14. How would you propose to reform the Social Security program?
I believe that any individual should have the right to voluntarily take their portion of Social Security withholding and invest it as they deem appropriate. It is arrogant of government to think that they can invest someone’s money better than they can. Since this would be voluntary, any individual who would exercise this option must understand that they are assuming the risk associated with private investment. The employer contribution should continue to go to the Social Security program and the benefit upon retirement calculated based on those contributions.
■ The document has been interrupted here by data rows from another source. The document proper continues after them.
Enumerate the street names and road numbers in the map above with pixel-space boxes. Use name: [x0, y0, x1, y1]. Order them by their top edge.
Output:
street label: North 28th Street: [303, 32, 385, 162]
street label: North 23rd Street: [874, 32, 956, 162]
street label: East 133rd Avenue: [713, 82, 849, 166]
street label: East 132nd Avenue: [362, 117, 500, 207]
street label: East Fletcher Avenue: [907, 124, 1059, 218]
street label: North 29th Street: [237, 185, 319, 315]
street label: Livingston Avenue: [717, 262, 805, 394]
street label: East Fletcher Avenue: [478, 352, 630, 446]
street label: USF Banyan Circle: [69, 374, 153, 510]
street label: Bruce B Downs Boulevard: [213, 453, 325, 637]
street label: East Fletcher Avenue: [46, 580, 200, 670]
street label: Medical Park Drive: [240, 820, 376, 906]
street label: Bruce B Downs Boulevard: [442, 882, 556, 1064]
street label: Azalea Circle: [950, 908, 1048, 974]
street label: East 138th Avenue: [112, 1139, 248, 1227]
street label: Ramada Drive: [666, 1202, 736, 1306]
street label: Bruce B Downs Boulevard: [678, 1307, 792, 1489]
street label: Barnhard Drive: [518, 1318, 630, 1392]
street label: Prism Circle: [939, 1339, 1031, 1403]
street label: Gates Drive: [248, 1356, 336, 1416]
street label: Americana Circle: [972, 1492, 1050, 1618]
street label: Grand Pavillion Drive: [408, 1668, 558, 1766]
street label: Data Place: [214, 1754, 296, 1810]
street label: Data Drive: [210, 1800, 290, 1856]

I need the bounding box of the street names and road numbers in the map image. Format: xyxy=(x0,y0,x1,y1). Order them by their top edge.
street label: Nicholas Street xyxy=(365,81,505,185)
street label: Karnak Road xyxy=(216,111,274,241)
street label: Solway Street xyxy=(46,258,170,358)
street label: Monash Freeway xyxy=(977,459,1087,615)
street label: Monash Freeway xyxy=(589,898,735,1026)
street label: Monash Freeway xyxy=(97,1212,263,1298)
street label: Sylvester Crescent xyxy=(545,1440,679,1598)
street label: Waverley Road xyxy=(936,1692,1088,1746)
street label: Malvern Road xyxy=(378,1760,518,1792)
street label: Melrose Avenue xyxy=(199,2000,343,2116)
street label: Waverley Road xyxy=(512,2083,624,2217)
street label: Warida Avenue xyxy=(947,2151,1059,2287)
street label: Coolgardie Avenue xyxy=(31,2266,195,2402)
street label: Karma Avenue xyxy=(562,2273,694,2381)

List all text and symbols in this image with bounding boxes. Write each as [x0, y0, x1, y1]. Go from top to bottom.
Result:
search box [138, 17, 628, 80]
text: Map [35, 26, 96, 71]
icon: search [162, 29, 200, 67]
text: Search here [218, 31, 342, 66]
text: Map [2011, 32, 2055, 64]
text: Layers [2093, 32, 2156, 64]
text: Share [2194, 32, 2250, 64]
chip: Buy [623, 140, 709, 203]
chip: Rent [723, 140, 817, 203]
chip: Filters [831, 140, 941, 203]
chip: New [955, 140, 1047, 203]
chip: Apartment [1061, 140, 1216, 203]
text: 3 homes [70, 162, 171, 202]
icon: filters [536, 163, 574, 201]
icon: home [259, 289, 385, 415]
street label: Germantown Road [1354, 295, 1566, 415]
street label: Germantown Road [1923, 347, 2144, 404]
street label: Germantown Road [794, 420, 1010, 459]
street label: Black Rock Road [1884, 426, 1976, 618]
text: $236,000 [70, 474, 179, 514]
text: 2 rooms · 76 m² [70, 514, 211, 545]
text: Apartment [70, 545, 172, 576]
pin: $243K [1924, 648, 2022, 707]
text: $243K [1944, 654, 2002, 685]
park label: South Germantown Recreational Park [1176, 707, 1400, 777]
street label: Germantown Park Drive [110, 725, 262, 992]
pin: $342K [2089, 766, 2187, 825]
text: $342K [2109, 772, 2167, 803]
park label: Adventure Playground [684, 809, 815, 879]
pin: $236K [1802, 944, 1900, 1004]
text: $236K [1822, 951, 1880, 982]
15. Senator Harry Reid has a long history of using dubious Congressional rules and procedures to skirt normally accepted procedures in order to promote/pass his personal/party’s agenda. If elected, it is likely you will be a member of the minority party in Congress. What would be your position in regards to skirting the normal process in this manner in order to gain approval of your (the Republican) agenda?
I have lived my life based on the principles of integrity and personal courage – I play by the rules, period.
16. Would you support the designation of additional ‘Wilderness Areas’ in Nevada? Elaborate. Do you have any proposals in mind, or been approached by others, in regards to Public Lands Bills for any area of Nevada? Elaborate.
I believe that the key word in Public Lands is “Public.” While recognizing the need to protect certain resources, we cannot simply deny access or specific types of use in areas that have been long-enjoyed by Nevadans.
17. Is there any issue I have failed to address that you would like to comment on? Go for it…….
This was pretty comprehensive! Thanks for the opportunity!